Efficient Training of Generalizable Visuomotor Policies via Control-Aware Augmentation
This work addresses generalization issues in robotics and AI for deployment in diverse environments, representing an incremental improvement over existing data augmentation methods.
The paper tackles the challenge of improving generalization in embodied AI by introducing EAGLE, a training framework that uses control-aware augmentation and knowledge distillation to enhance visuomotor policies, achieving strong performance on benchmarks like DMControl and robot manipulation tasks.
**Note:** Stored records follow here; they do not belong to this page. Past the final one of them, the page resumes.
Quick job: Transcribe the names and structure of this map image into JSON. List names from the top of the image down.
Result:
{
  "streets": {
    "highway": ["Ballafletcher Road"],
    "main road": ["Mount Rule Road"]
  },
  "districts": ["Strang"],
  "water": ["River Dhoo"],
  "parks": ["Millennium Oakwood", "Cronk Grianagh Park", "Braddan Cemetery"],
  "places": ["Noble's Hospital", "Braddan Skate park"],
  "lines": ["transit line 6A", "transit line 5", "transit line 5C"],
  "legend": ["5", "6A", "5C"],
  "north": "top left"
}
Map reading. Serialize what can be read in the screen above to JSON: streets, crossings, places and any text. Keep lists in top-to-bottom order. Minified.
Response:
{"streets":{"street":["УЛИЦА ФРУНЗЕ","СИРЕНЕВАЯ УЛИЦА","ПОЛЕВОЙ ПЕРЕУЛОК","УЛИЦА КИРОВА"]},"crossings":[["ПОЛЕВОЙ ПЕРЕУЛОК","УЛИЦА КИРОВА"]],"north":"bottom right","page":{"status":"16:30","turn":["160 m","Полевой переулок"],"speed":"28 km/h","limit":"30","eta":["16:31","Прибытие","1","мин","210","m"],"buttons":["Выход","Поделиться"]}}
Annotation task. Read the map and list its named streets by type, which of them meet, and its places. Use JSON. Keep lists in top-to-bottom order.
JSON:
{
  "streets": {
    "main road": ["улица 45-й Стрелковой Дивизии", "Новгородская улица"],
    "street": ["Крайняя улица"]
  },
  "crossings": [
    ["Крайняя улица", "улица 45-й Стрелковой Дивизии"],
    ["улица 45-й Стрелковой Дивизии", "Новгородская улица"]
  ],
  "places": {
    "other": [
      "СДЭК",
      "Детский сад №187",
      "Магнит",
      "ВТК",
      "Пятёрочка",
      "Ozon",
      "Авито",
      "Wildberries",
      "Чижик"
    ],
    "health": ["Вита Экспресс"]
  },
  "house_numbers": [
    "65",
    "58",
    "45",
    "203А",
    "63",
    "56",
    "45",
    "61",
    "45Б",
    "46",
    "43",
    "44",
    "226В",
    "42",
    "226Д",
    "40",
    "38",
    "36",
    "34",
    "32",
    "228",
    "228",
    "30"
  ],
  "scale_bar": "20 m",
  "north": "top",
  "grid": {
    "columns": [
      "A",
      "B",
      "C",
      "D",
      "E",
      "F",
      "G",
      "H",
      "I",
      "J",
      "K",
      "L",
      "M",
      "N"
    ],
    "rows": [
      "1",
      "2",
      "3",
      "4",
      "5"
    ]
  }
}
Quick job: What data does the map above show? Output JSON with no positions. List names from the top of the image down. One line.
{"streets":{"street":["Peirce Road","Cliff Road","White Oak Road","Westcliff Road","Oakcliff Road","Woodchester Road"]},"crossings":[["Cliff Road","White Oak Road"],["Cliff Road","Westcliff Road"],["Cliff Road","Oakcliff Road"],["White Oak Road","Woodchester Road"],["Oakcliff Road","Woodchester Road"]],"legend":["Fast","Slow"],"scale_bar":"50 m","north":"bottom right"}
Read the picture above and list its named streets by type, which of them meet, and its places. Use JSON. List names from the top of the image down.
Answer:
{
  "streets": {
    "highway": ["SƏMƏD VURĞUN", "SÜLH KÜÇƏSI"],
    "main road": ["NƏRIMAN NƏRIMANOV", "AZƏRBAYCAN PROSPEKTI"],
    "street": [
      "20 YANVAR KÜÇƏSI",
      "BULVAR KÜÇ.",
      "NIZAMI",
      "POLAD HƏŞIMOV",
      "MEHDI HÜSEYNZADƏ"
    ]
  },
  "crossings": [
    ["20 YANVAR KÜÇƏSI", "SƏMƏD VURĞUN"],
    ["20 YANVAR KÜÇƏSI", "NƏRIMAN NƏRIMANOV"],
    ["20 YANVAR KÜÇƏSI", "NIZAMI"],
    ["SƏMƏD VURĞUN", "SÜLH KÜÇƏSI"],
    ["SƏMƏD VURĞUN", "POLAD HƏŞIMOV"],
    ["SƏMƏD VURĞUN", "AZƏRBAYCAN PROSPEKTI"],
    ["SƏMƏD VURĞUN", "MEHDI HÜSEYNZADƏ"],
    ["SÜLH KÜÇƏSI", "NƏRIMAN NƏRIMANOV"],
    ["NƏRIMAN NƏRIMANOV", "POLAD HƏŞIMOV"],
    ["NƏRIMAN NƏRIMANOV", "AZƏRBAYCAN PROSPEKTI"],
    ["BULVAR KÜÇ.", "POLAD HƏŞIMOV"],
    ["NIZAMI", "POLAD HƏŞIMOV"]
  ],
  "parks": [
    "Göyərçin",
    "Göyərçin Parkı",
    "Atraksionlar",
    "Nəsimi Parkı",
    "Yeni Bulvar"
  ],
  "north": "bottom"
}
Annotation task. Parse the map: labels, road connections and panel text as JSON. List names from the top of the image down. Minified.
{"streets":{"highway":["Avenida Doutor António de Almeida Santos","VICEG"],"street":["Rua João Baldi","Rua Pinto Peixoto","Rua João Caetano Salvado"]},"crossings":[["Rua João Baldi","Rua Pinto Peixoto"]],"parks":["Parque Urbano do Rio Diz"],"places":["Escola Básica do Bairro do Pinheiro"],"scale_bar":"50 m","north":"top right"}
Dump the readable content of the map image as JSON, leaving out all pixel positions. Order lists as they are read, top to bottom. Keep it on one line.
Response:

Improving generalization is one key challenge in embodied AI, where obtaining large-scale datasets across diverse scenarios is costly. Traditional weak augmentations, such as cropping and flipping, are insufficient for improving a model's performance in new environments. Existing data augmentation methods often disrupt task-relevant information in images, potentially degrading performance. To overcome these challenges, we introduce EAGLE, an efficient training framework for generalizable visuomotor policies that improves upon existing methods by (1) enhancing generalization by applying augmentation only to control-related regions identified through a self-supervised control-aware mask and (2) improving training stability and efficiency by distilling knowledge from an expert to a visuomotor student policy, which is then deployed to unseen environments without further fine-tuning. Comprehensive experiments on three domains, including the DMControl Generalization Benchmark, the enhanced Robot Manipulation Distraction Benchmark, and a long-sequential drawer-opening task, validate the effectiveness of our method.